**What the task requires**. For this exercise, set down all the records exactly as given.

**Material to process**.
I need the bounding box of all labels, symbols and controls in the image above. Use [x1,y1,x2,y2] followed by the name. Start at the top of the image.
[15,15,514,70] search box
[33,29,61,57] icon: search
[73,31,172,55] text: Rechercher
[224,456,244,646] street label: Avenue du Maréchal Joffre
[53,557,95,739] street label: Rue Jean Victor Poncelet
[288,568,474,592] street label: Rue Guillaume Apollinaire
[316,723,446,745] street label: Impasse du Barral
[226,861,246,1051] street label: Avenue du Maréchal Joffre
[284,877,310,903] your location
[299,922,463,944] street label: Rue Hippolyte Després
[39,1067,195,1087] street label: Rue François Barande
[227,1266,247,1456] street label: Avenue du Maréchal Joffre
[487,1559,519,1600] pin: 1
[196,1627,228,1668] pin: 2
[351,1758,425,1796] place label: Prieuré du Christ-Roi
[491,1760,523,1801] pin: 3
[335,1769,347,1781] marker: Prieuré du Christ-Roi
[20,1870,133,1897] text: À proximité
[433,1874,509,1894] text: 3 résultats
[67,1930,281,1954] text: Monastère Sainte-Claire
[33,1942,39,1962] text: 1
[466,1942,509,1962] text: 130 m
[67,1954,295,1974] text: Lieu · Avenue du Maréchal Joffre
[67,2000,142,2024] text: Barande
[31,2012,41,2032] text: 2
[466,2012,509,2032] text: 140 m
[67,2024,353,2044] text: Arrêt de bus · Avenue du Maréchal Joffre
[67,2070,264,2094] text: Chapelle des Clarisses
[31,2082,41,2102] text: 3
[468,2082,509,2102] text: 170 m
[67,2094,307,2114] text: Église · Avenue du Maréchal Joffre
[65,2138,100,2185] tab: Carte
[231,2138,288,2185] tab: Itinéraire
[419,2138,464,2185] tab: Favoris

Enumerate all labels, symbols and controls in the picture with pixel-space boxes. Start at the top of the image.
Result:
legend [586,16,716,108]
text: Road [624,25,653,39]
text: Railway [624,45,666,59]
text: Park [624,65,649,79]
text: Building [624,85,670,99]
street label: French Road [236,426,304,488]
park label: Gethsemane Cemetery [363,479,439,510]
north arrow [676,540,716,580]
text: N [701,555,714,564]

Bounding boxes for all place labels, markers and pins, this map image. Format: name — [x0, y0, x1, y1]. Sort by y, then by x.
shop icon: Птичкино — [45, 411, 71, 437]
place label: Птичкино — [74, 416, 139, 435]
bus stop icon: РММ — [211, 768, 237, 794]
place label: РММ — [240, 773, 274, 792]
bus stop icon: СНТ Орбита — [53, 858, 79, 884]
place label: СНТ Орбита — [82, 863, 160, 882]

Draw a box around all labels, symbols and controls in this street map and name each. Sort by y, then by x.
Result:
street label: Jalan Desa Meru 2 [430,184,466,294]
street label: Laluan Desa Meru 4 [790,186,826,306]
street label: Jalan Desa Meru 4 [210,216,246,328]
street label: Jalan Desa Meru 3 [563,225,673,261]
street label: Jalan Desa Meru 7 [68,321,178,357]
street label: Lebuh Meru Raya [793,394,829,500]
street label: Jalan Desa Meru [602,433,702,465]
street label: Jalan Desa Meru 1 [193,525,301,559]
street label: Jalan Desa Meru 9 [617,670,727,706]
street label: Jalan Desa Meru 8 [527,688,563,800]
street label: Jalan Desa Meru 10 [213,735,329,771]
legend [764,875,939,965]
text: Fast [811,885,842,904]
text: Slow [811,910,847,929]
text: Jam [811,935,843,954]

**Response to this exercise**.
I need the bounding box of all labels, symbols and controls in the image above. Use [x1,y1,x2,y2] followed by the name. Start at the top of the image.
[15,15,514,70] search box
[33,29,61,57] icon: search
[73,31,172,55] text: Rechercher
[224,456,244,646] street label: Avenue du Maréchal Joffre
[53,557,95,739] street label: Rue Jean Victor Poncelet
[288,568,474,592] street label: Rue Guillaume Apollinaire
[316,723,446,745] street label: Impasse du Barral
[226,861,246,1051] street label: Avenue du Maréchal Joffre
[284,877,310,903] your location
[299,922,463,944] street label: Rue Hippolyte Després
[39,1067,195,1087] street label: Rue François Barande
[227,1266,247,1456] street label: Avenue du Maréchal Joffre
[487,1559,519,1600] pin: 1
[196,1627,228,1668] pin: 2
[351,1758,425,1796] place label: Prieuré du Christ-Roi
[491,1760,523,1801] pin: 3
[335,1769,347,1781] marker: Prieuré du Christ-Roi
[20,1870,133,1897] text: À proximité
[433,1874,509,1894] text: 3 résultats
[67,1930,281,1954] text: Monastère Sainte-Claire
[33,1942,39,1962] text: 1
[466,1942,509,1962] text: 130 m
[67,1954,295,1974] text: Lieu · Avenue du Maréchal Joffre
[67,2000,142,2024] text: Barande
[31,2012,41,2032] text: 2
[466,2012,509,2032] text: 140 m
[67,2024,353,2044] text: Arrêt de bus · Avenue du Maréchal Joffre
[67,2070,264,2094] text: Chapelle des Clarisses
[31,2082,41,2102] text: 3
[468,2082,509,2102] text: 170 m
[67,2094,307,2114] text: Église · Avenue du Maréchal Joffre
[65,2138,100,2185] tab: Carte
[231,2138,288,2185] tab: Itinéraire
[419,2138,464,2185] tab: Favoris

Enumerate all labels, symbols and controls in the picture with pixel-space boxes. Start at the top of the image.
Result:
legend [586,16,716,108]
text: Road [624,25,653,39]
text: Railway [624,45,666,59]
text: Park [624,65,649,79]
text: Building [624,85,670,99]
street label: French Road [236,426,304,488]
park label: Gethsemane Cemetery [363,479,439,510]
north arrow [676,540,716,580]
text: N [701,555,714,564]

Bounding boxes for all place labels, markers and pins, this map image. Format: name — [x0, y0, x1, y1]. Sort by y, then by x.
shop icon: Птичкино — [45, 411, 71, 437]
place label: Птичкино — [74, 416, 139, 435]
bus stop icon: РММ — [211, 768, 237, 794]
place label: РММ — [240, 773, 274, 792]
bus stop icon: СНТ Орбита — [53, 858, 79, 884]
place label: СНТ Орбита — [82, 863, 160, 882]

Draw a box around all labels, symbols and controls in this street map and name each. Sort by y, then by x.
Result:
street label: Jalan Desa Meru 2 [430,184,466,294]
street label: Laluan Desa Meru 4 [790,186,826,306]
street label: Jalan Desa Meru 4 [210,216,246,328]
street label: Jalan Desa Meru 3 [563,225,673,261]
street label: Jalan Desa Meru 7 [68,321,178,357]
street label: Lebuh Meru Raya [793,394,829,500]
street label: Jalan Desa Meru [602,433,702,465]
street label: Jalan Desa Meru 1 [193,525,301,559]
street label: Jalan Desa Meru 9 [617,670,727,706]
street label: Jalan Desa Meru 8 [527,688,563,800]
street label: Jalan Desa Meru 10 [213,735,329,771]
legend [764,875,939,965]
text: Fast [811,885,842,904]
text: Slow [811,910,847,929]
text: Jam [811,935,843,954]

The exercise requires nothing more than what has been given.